* WHAT IS EXPECTED *
Nothing may be dropped or altered: reproduce all the data.

* RECORDED INFORMATION *
****

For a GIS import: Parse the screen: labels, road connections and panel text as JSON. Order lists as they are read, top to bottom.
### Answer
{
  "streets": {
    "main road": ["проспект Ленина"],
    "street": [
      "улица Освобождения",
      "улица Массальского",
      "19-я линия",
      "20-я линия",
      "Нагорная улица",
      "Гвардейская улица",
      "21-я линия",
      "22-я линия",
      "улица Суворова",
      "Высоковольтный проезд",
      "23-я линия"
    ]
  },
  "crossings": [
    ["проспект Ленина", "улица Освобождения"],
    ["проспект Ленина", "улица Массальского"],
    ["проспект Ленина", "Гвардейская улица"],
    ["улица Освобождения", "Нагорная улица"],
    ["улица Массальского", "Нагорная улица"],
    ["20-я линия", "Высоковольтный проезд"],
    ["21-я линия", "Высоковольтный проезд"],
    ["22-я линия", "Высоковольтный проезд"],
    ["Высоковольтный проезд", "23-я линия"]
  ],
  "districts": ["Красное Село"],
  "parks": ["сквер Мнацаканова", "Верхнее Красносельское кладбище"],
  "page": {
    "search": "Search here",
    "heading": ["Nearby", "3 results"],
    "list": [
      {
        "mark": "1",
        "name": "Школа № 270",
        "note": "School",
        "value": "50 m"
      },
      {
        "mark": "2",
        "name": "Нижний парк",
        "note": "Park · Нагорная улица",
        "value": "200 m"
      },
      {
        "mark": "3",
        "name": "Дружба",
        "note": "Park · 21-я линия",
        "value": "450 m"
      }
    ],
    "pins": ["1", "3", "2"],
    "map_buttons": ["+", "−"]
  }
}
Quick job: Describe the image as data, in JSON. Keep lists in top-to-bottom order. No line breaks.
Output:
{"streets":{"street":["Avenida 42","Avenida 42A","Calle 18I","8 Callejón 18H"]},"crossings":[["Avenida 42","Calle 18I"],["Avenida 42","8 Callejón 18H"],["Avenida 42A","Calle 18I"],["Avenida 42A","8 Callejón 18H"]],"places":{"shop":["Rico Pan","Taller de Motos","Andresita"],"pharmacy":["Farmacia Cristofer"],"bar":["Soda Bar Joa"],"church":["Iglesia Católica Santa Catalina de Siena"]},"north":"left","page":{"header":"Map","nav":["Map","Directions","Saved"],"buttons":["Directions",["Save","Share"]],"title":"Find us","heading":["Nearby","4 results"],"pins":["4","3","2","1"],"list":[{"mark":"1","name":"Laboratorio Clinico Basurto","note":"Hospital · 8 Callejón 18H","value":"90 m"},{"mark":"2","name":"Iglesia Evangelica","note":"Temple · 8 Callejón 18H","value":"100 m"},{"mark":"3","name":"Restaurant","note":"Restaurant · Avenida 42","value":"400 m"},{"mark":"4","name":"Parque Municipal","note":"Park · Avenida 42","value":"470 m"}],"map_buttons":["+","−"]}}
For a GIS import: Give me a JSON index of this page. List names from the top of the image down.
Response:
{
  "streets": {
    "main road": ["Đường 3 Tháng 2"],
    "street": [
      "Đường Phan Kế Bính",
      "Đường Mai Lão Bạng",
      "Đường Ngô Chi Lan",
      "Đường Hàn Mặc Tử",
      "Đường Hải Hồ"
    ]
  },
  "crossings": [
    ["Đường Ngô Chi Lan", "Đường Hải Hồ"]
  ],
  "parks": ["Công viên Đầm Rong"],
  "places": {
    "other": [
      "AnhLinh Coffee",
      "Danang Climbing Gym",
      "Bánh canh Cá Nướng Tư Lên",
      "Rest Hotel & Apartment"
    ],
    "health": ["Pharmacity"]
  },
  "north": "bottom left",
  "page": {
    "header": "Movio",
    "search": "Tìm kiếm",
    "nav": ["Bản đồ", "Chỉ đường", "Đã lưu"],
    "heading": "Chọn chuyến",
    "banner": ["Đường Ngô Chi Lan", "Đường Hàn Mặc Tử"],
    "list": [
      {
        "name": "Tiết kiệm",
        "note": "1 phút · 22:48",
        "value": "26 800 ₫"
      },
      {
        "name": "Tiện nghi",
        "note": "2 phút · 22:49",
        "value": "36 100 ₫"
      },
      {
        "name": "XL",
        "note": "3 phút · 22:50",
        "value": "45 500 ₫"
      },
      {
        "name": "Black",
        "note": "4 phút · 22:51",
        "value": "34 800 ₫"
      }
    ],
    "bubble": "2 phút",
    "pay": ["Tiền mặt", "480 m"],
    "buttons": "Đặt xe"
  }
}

****

* ANSWER TO THIS TASK *
For a GIS import: Parse the screen: labels, road connections and panel text as JSON. Order lists as they are read, top to bottom.
### Answer
{
  "streets": {
    "main road": ["проспект Ленина"],
    "street": [
      "улица Освобождения",
      "улица Массальского",
      "19-я линия",
      "20-я линия",
      "Нагорная улица",
      "Гвардейская улица",
      "21-я линия",
      "22-я линия",
      "улица Суворова",
      "Высоковольтный проезд",
      "23-я линия"
    ]
  },
  "crossings": [
    ["проспект Ленина", "улица Освобождения"],
    ["проспект Ленина", "улица Массальского"],
    ["проспект Ленина", "Гвардейская улица"],
    ["улица Освобождения", "Нагорная улица"],
    ["улица Массальского", "Нагорная улица"],
    ["20-я линия", "Высоковольтный проезд"],
    ["21-я линия", "Высоковольтный проезд"],
    ["22-я линия", "Высоковольтный проезд"],
    ["Высоковольтный проезд", "23-я линия"]
  ],
  "districts": ["Красное Село"],
  "parks": ["сквер Мнацаканова", "Верхнее Красносельское кладбище"],
  "page": {
    "search": "Search here",
    "heading": ["Nearby", "3 results"],
    "list": [
      {
        "mark": "1",
        "name": "Школа № 270",
        "note": "School",
        "value": "50 m"
      },
      {
        "mark": "2",
        "name": "Нижний парк",
        "note": "Park · Нагорная улица",
        "value": "200 m"
      },
      {
        "mark": "3",
        "name": "Дружба",
        "note": "Park · 21-я линия",
        "value": "450 m"
      }
    ],
    "pins": ["1", "3", "2"],
    "map_buttons": ["+", "−"]
  }
}
Quick job: Describe the image as data, in JSON. Keep lists in top-to-bottom order. No line breaks.
Output:
{"streets":{"street":["Avenida 42","Avenida 42A","Calle 18I","8 Callejón 18H"]},"crossings":[["Avenida 42","Calle 18I"],["Avenida 42","8 Callejón 18H"],["Avenida 42A","Calle 18I"],["Avenida 42A","8 Callejón 18H"]],"places":{"shop":["Rico Pan","Taller de Motos","Andresita"],"pharmacy":["Farmacia Cristofer"],"bar":["Soda Bar Joa"],"church":["Iglesia Católica Santa Catalina de Siena"]},"north":"left","page":{"header":"Map","nav":["Map","Directions","Saved"],"buttons":["Directions",["Save","Share"]],"title":"Find us","heading":["Nearby","4 results"],"pins":["4","3","2","1"],"list":[{"mark":"1","name":"Laboratorio Clinico Basurto","note":"Hospital · 8 Callejón 18H","value":"90 m"},{"mark":"2","name":"Iglesia Evangelica","note":"Temple · 8 Callejón 18H","value":"100 m"},{"mark":"3","name":"Restaurant","note":"Restaurant · Avenida 42","value":"400 m"},{"mark":"4","name":"Parque Municipal","note":"Park · Avenida 42","value":"470 m"}],"map_buttons":["+","−"]}}
For a GIS import: Give me a JSON index of this page. List names from the top of the image down.
Response:
{
  "streets": {
    "main road": ["Đường 3 Tháng 2"],
    "street": [
      "Đường Phan Kế Bính",
      "Đường Mai Lão Bạng",
      "Đường Ngô Chi Lan",
      "Đường Hàn Mặc Tử",
      "Đường Hải Hồ"
    ]
  },
  "crossings": [
    ["Đường Ngô Chi Lan", "Đường Hải Hồ"]
  ],
  "parks": ["Công viên Đầm Rong"],
  "places": {
    "other": [
      "AnhLinh Coffee",
      "Danang Climbing Gym",
      "Bánh canh Cá Nướng Tư Lên",
      "Rest Hotel & Apartment"
    ],
    "health": ["Pharmacity"]
  },
  "north": "bottom left",
  "page": {
    "header": "Movio",
    "search": "Tìm kiếm",
    "nav": ["Bản đồ", "Chỉ đường", "Đã lưu"],
    "heading": "Chọn chuyến",
    "banner": ["Đường Ngô Chi Lan", "Đường Hàn Mặc Tử"],
    "list": [
      {
        "name": "Tiết kiệm",
        "note": "1 phút · 22:48",
        "value": "26 800 ₫"
      },
      {
        "name": "Tiện nghi",
        "note": "2 phút · 22:49",
        "value": "36 100 ₫"
      },
      {
        "name": "XL",
        "note": "3 phút · 22:50",
        "value": "45 500 ₫"
      },
      {
        "name": "Black",
        "note": "4 phút · 22:51",
        "value": "34 800 ₫"
      }
    ],
    "bubble": "2 phút",
    "pay": ["Tiền mặt", "480 m"],
    "buttons": "Đặt xe"
  }
}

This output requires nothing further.